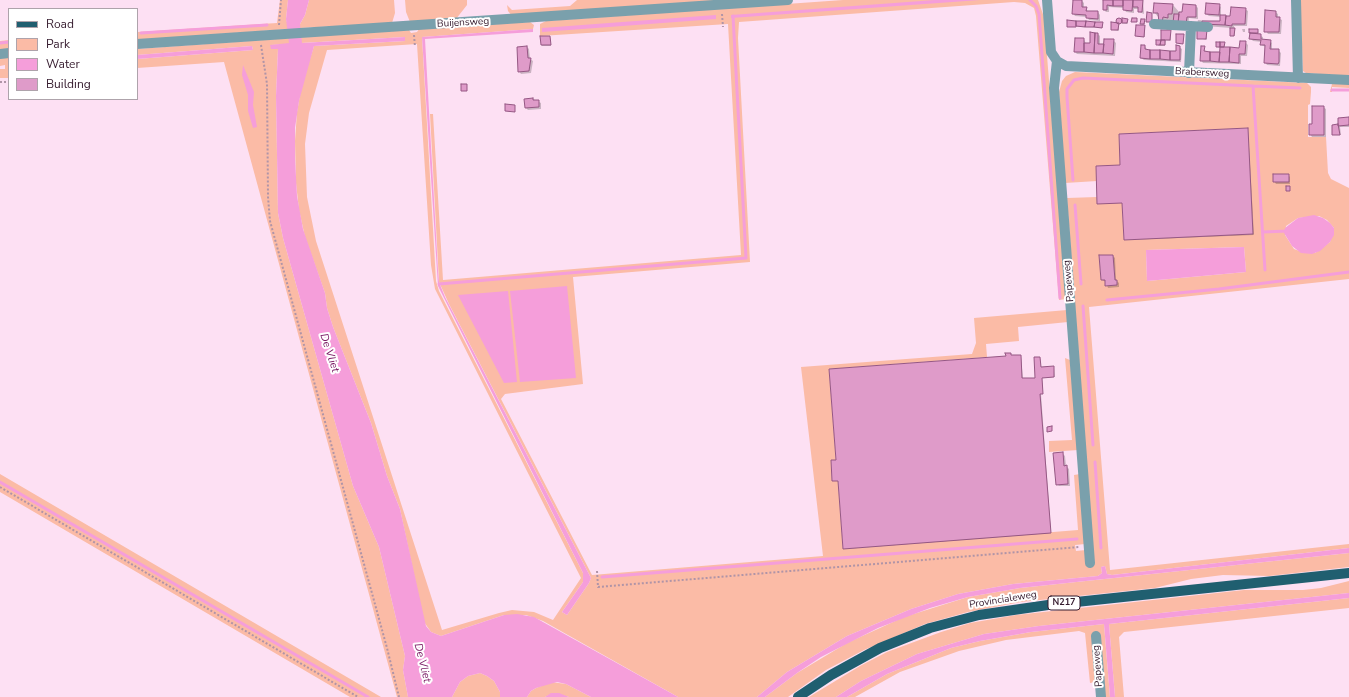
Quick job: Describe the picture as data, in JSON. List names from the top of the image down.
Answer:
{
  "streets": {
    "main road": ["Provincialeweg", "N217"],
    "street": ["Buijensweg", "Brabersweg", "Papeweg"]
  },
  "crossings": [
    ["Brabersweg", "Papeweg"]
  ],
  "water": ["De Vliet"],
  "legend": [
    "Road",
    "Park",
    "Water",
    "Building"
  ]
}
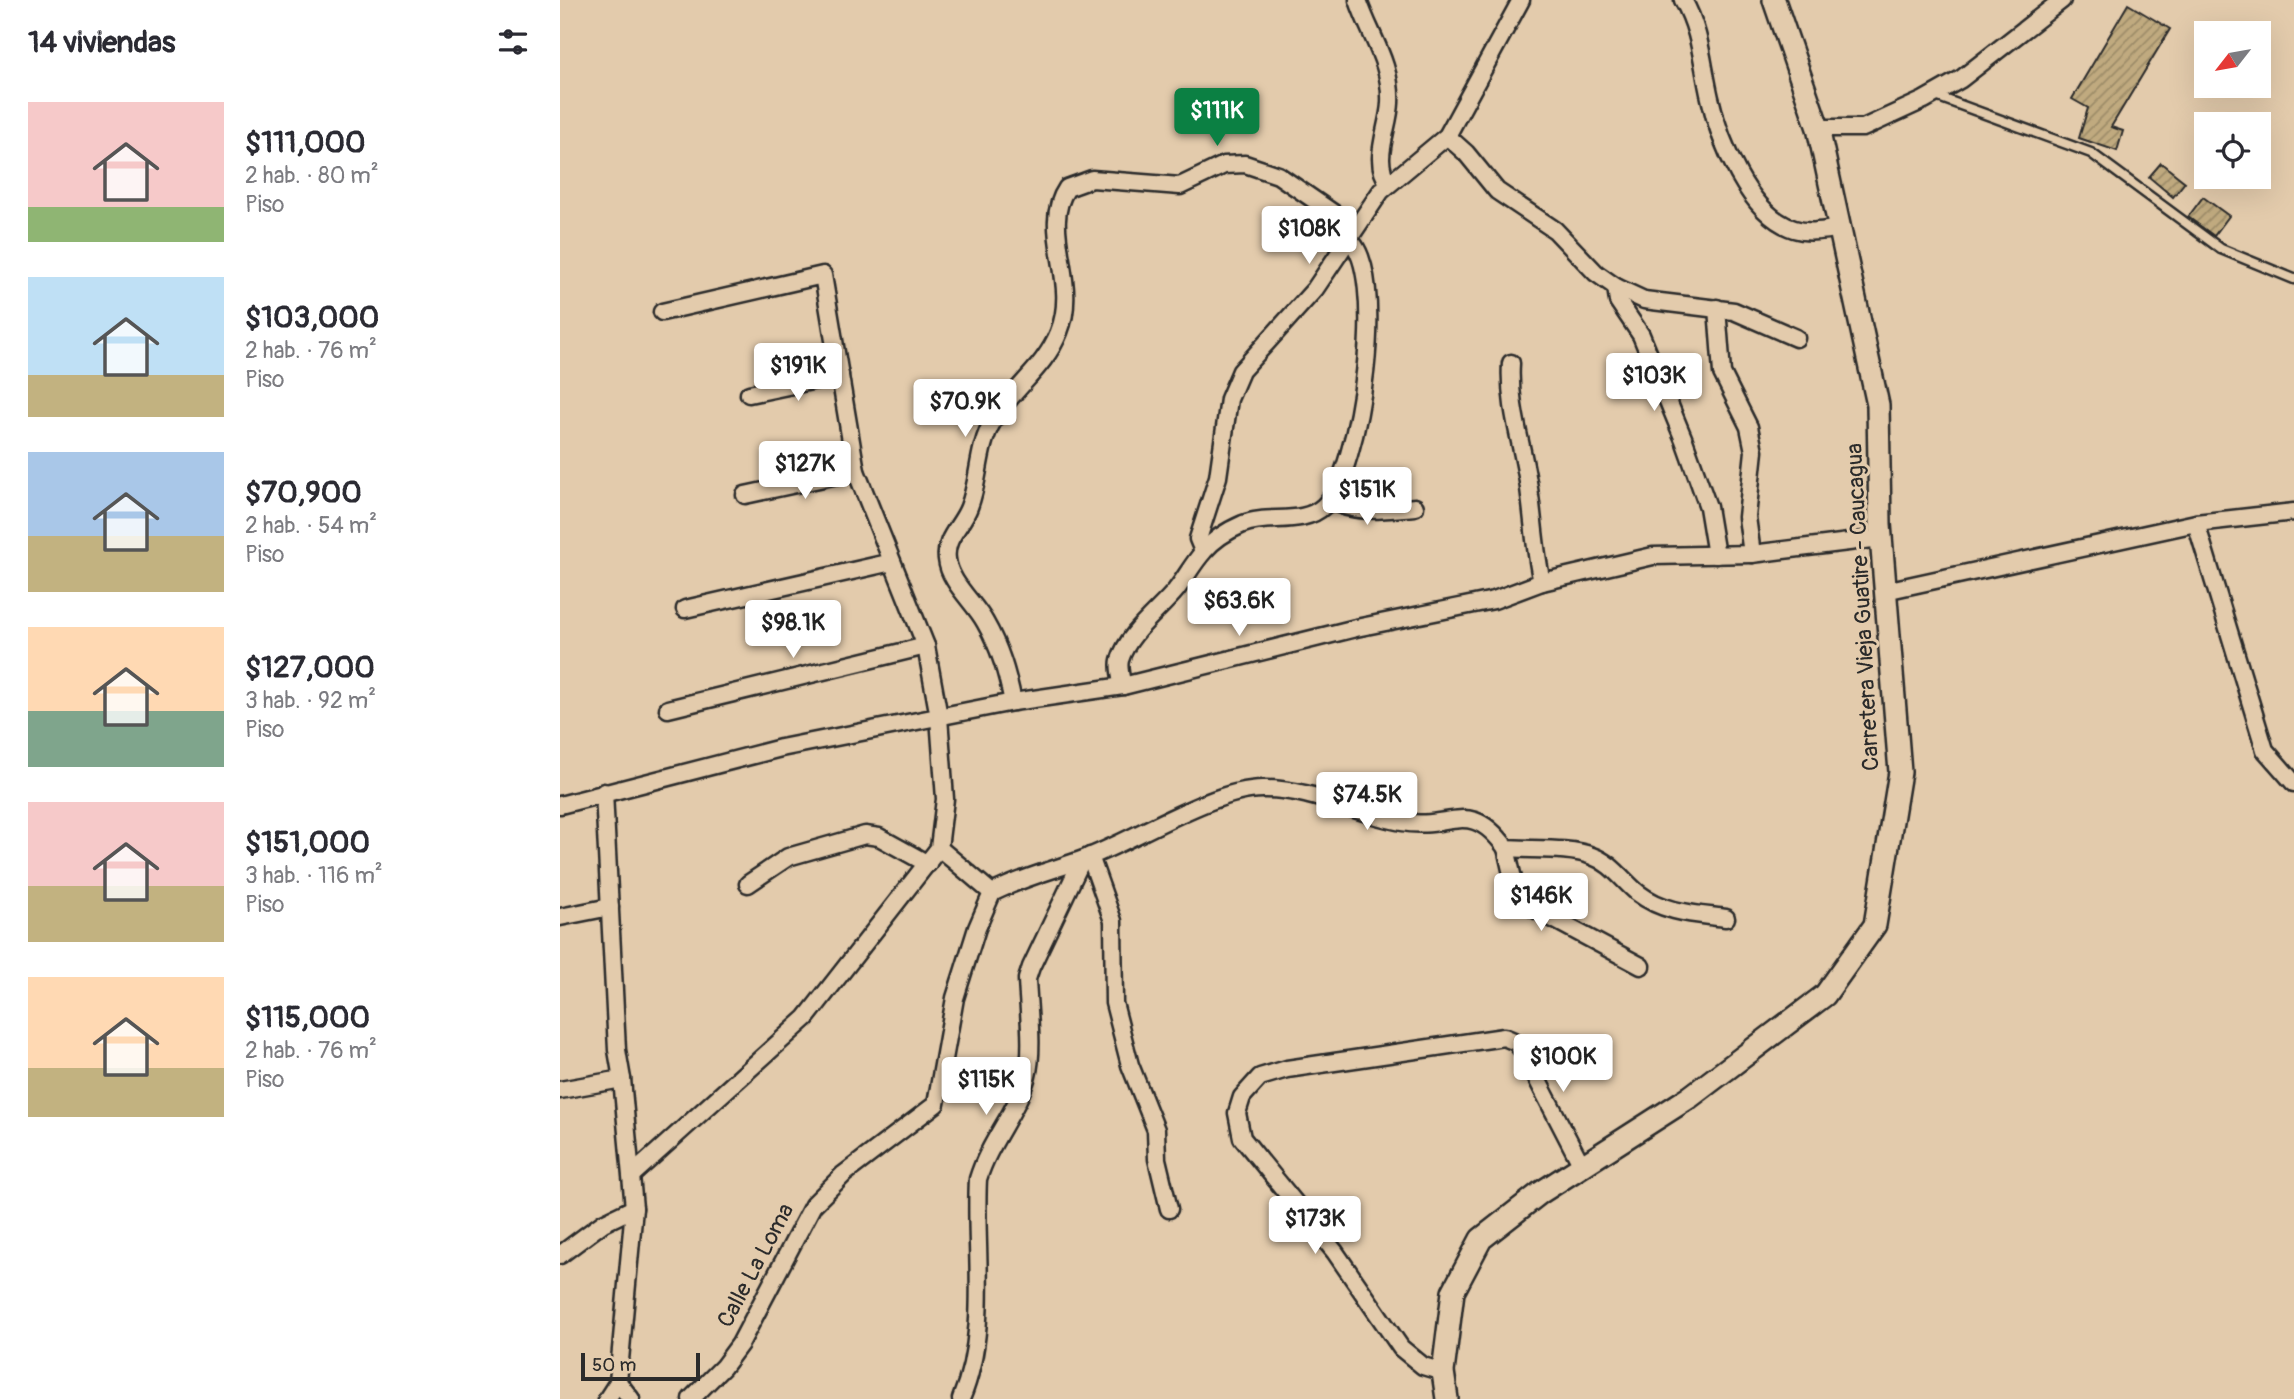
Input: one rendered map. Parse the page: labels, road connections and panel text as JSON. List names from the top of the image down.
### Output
- - -
Copy each line, exactly, that falls between the line containing "Input: one rendered" and the end of the entries, both included.

● **Result for this task**:
Input: one rendered map. Parse the page: labels, road connections and panel text as JSON. List names from the top of the image down.
### Output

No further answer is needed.